# Handgun Holsters



## heritage1909 (Apr 3, 2009)

What are the very best brands of holsters regardless of price?
Any info would be appreciated.


----------



## VAMarine (Dec 25, 2008)

Milt Sparks, Del Fatti, Mitch Rosen, 5 Shot Leather, Desibens Gun Leather, Pure Kustom Inc, Nossar Gunleather.

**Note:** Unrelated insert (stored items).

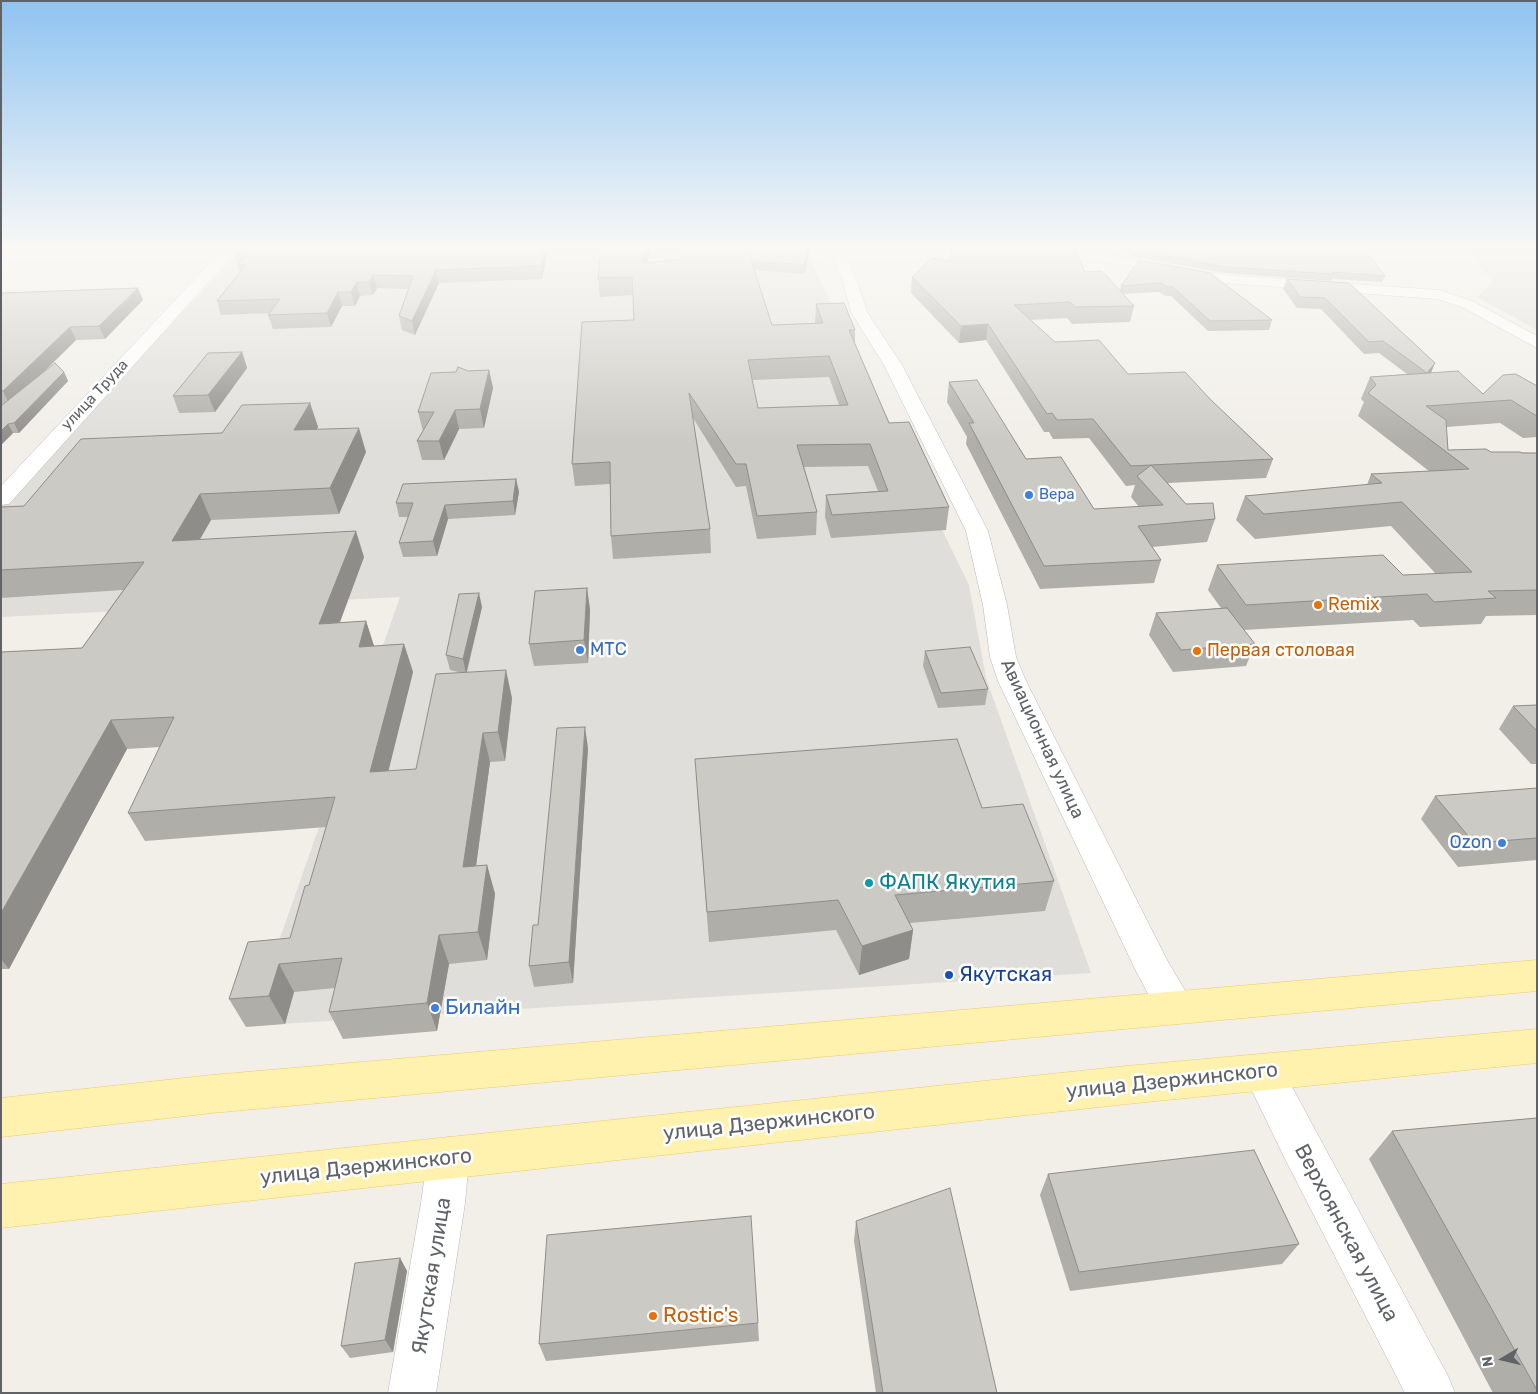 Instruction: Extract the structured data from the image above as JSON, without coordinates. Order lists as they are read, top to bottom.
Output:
{
  "streets": {
    "main road": ["улица Дзержинского"],
    "street": [
      "улица Труда",
      "Авиационная улица",
      "Верхоянская улица",
      "Якутская улица"
    ]
  },
  "crossings": [
    ["улица Дзержинского", "Верхоянская улица"],
    ["улица Дзержинского", "Якутская улица"]
  ],
  "places": [
    "Вера",
    "Remix",
    "МТС",
    "Первая столовая",
    "Ozon",
    "ФАПК Якутия",
    "Якутская",
    "Билайн",
    "Rostic's"
  ],
  "north": "left"
}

For a lesser costing alternative that is still great quality I suggest UBG Holsters.


----------



## cougartex (Jan 2, 2010)

I like Master's Leather Holsters.

MASTER'S Leather PANCAKE Holster - Open Top


----------



## Hollander (Feb 2, 2009)

RGrizzle Leather, TT Gunleather, Mitch Rosen, Tucker Gun Leather. I just received my new RGrizzle custom high ride pancake for my Springfield EMP 9. A great product at a reasonable price with only about 4-5 weeks turn around - he is getting more and more busy so it might be a little longer than that. I probably will order another one from in the spring for my Springfield Ultra Compact Stainless .45 that Santa bought me for Christmas. Good Luck in your search.


----------



## SigZagger (Aug 16, 2006)

Over decades of owning leather holsters, I've found John O'Rourke products to be the best. Best made, best price, best customer service (the owner). Made in America. Here: J.W. O'Rourke Leather Products -- Holsters, belts.


----------



## gpo1956 (Nov 18, 2010)

I think its pretty universally agreed that Milt Sparks, Del Fatti and Alessi are top of the lines.


----------